Recorded data:
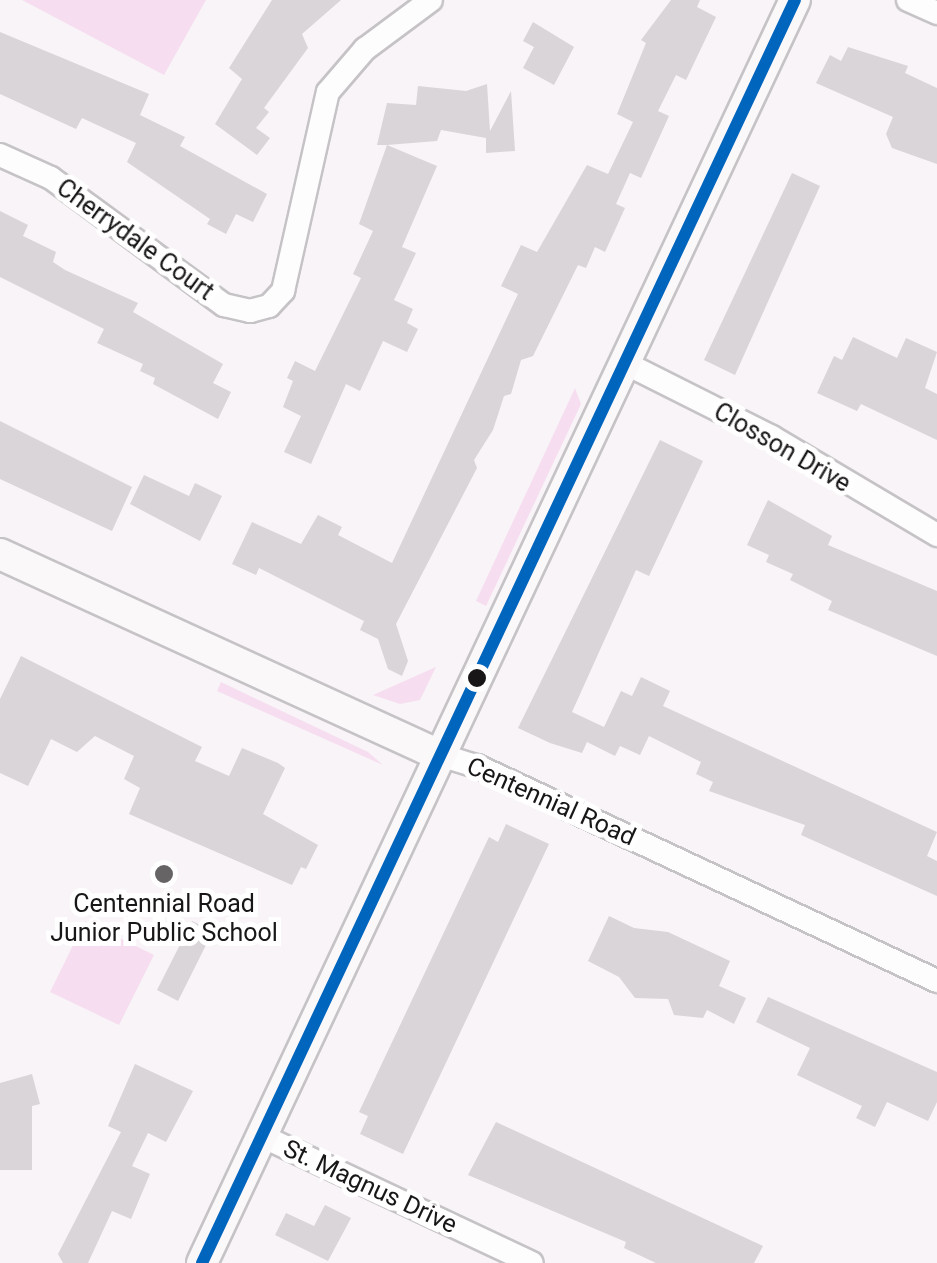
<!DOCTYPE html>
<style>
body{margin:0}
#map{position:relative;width:937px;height:1263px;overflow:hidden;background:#f8f4f7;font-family:Roboto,sans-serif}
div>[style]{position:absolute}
.green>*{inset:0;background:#f6def0}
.building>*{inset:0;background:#d9d5d8}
.roads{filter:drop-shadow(2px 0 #c6c3c6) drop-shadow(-2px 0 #c6c3c6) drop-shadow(0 2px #c6c3c6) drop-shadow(0 -2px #c6c3c6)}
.street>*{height:22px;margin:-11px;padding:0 11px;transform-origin:11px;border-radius:11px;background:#fefdfe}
.secondary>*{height:30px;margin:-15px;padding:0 15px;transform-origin:15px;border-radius:15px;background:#fbf8fa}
.bus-1>*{height:12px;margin:-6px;padding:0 6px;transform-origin:6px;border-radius:6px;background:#0065bd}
.dots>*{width:28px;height:28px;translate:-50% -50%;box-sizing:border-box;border:5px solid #fff;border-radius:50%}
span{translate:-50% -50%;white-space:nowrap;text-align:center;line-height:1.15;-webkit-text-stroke:10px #fff;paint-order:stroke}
.street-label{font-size:25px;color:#191618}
.poi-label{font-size:25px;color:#191618}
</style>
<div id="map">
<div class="green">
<i style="clip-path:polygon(22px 0,206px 0,164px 75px)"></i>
<i style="clip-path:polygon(575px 388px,581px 404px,486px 606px,476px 601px)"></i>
<i style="clip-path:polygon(436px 667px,420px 700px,400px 704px,373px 695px)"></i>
<i style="clip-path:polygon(221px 682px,368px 752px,383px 765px,217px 691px)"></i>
<i style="clip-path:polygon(85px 921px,154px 955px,119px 1025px,50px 992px)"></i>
</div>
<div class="building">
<i style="clip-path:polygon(272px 0,341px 0,302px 34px,308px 48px,264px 108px,269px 112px,256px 128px,270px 138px,257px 155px,215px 124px,242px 79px,229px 68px)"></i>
<i style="clip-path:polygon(671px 0,700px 0,697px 7px,716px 17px,686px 80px,676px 75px,658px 111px,669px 116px,641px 178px,630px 173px,616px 204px,625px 208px,605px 252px,595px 247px,586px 268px,578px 265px,533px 356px,521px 360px,511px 394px,504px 396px,493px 430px,474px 460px,477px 468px,396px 624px,408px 661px,402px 676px,388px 669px,378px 639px,360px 630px,364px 621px,259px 568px,256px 575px,232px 564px,252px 522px,301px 544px,318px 515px,342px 527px,338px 535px,392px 563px,518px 294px,501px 286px,521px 245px,537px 252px,587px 165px,608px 174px,633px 122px,617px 114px,646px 43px,641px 40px)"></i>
<i style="clip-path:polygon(533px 22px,574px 47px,554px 85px,523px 68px,534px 47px,523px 41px)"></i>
<i style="clip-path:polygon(0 32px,149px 94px,140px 115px,185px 137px,180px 146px,267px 194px,253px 222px,236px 214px,226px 234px,207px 224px,210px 219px,127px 162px,136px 143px,82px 118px,76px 129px,0 94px)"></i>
<i style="clip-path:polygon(848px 47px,908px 66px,905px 73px,937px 88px,937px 164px,892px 148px,886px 134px,893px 117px,816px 83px,830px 55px,841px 61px)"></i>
<i style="clip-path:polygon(487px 84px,490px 131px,511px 91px,515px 151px,486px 153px,486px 138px,441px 130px,437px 141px,387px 145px,437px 166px,402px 247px,416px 253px,394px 300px,413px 309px,407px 323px,418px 329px,407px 352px,383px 341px,360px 391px,346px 384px,311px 464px,284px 452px,301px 416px,283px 407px,293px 381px,287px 378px,295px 361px,315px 371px,361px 278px,353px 274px,373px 231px,359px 224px,387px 145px,377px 145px,387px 103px,416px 105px,418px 86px,466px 91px)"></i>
<i style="clip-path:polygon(792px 173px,820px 186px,735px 375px,704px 360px)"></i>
<i style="clip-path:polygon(0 211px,28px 225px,23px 236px,56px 252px,53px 262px,65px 270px,138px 303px,133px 312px,223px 364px,213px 383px,231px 392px,218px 419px,153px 384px,155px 378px,140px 371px,143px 364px,97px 343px,104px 329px,0 277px)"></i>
<i style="clip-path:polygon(853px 337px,897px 358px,906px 338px,937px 352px,925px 388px,937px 394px,937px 440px,861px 404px,857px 411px,817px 393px,834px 356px,842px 360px)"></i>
<i style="clip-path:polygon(0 421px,132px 487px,112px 531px,0 479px)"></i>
<i style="clip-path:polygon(660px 440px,703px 461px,649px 576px,636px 570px,572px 712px,604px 727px,621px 691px,632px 696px,641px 677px,670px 691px,663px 706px,937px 832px,927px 856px,937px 861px,937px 896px,801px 835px,805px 825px,709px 791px,713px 782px,696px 774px,701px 762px,649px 736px,640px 755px,620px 746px,615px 756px,587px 742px,582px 753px,550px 743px,518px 728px)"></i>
<i style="clip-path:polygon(144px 475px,189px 496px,195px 483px,222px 496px,200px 541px,130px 504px)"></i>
<i style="clip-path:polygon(768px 500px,832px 536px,828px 545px,937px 591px,937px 656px,828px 610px,832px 601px,790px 580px,793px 574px,766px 562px,769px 555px,747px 545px)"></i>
<i style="clip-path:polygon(21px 656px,202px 747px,195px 761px,229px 776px,242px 748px,278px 763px,285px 768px,263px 814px,318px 845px,306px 869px,301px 867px,292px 885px,129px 814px,140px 788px,124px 779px,134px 756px,95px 736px,77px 752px,51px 739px,28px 786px,0 773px,0 699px)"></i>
<i style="clip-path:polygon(506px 824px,549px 844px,403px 1154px,360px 1134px,368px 1116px,359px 1112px,489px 837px,498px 842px)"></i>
<i style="clip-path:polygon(609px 916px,634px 928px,668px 932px,730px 961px,719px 986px,746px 998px,734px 1024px,707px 1010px,703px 1018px,674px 1015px,668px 999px,635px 998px,619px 977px,588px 961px)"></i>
<i style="clip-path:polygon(192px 921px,213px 931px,178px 1001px,157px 990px)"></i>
<i style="clip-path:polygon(768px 997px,937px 1072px,937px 1102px,928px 1121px,887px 1102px,875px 1127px,856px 1118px,862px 1106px,797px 1075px,810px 1048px,756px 1022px)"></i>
<i style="clip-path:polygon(135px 1064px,193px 1091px,166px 1142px,148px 1133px,132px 1166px,150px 1174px,131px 1219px,112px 1211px,88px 1263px,63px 1263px,58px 1254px,121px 1132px,108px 1126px)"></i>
<i style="clip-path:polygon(32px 1074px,40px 1104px,32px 1106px,32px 1170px,0 1170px,0 1083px)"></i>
<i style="clip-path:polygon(496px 1122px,763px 1246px,754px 1263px,656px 1263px,624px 1248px,626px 1242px,468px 1175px)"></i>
<i style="clip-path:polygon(325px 1205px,351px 1218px,328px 1261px,275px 1235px,286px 1213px,314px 1226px)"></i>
</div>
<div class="roads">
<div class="street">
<i style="left:908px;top:0;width:32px;rotate:24deg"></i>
<i style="left:0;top:155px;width:56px;rotate:24.3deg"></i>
<i style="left:51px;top:178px;width:215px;rotate:36.3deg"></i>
<i style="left:224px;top:305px;width:27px;rotate:13deg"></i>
<i style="left:250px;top:311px;width:20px;rotate:-15deg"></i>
<i style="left:269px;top:306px;width:21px;rotate:-47deg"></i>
<i style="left:283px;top:291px;width:204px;rotate:-77.3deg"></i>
<i style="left:328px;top:92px;width:57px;rotate:-49.3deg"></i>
<i style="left:365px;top:49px;width:82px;rotate:-36.6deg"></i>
<i style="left:627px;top:364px;width:162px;rotate:26.7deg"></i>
<i style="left:772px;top:437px;width:192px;rotate:30.7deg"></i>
<i style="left:440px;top:755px;width:39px;rotate:17deg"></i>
<i style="left:477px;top:766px;width:508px;rotate:25.05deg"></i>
<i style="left:262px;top:1136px;width:298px;rotate:25.2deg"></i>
</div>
<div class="secondary">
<i style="left:0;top:554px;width:484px;rotate:24.6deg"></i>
<i style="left:202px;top:1263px;width:1395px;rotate:-64.85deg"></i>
</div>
</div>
<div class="bus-1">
<i style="left:202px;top:1263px;width:1395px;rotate:-64.85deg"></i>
</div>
<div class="dots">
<i style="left:477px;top:678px;background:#191618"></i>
<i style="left:164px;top:874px;background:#676466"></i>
</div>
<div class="street-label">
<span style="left:135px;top:240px;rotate:36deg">Cherrydale Court</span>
<span style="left:782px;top:448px;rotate:30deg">Closson Drive</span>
<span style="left:551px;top:802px;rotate:24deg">Centennial Road</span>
<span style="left:370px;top:1187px;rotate:25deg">St. Magnus Drive</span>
</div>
<div class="poi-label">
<span style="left:164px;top:919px">Centennial Road<br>Junior Public School</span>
</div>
</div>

> [ASSIGNED TASK]: Repeat exactly and only the lines from the start of the data above through the line that holds "0 #c6c3c6) drop-shadow(-2px", inclusive. Pictures do not belong in the copy.

> [RESULT]:
<!DOCTYPE html>
<style>
body{margin:0}
#map{position:relative;width:937px;height:1263px;overflow:hidden;background:#f8f4f7;font-family:Roboto,sans-serif}
div>[style]{position:absolute}
.green>*{inset:0;background:#f6def0}
.building>*{inset:0;background:#d9d5d8}
.roads{filter:drop-shadow(2px 0 #c6c3c6) drop-shadow(-2px 0 #c6c3c6) drop-shadow(0 2px #c6c3c6) drop-shadow(0 -2px #c6c3c6)}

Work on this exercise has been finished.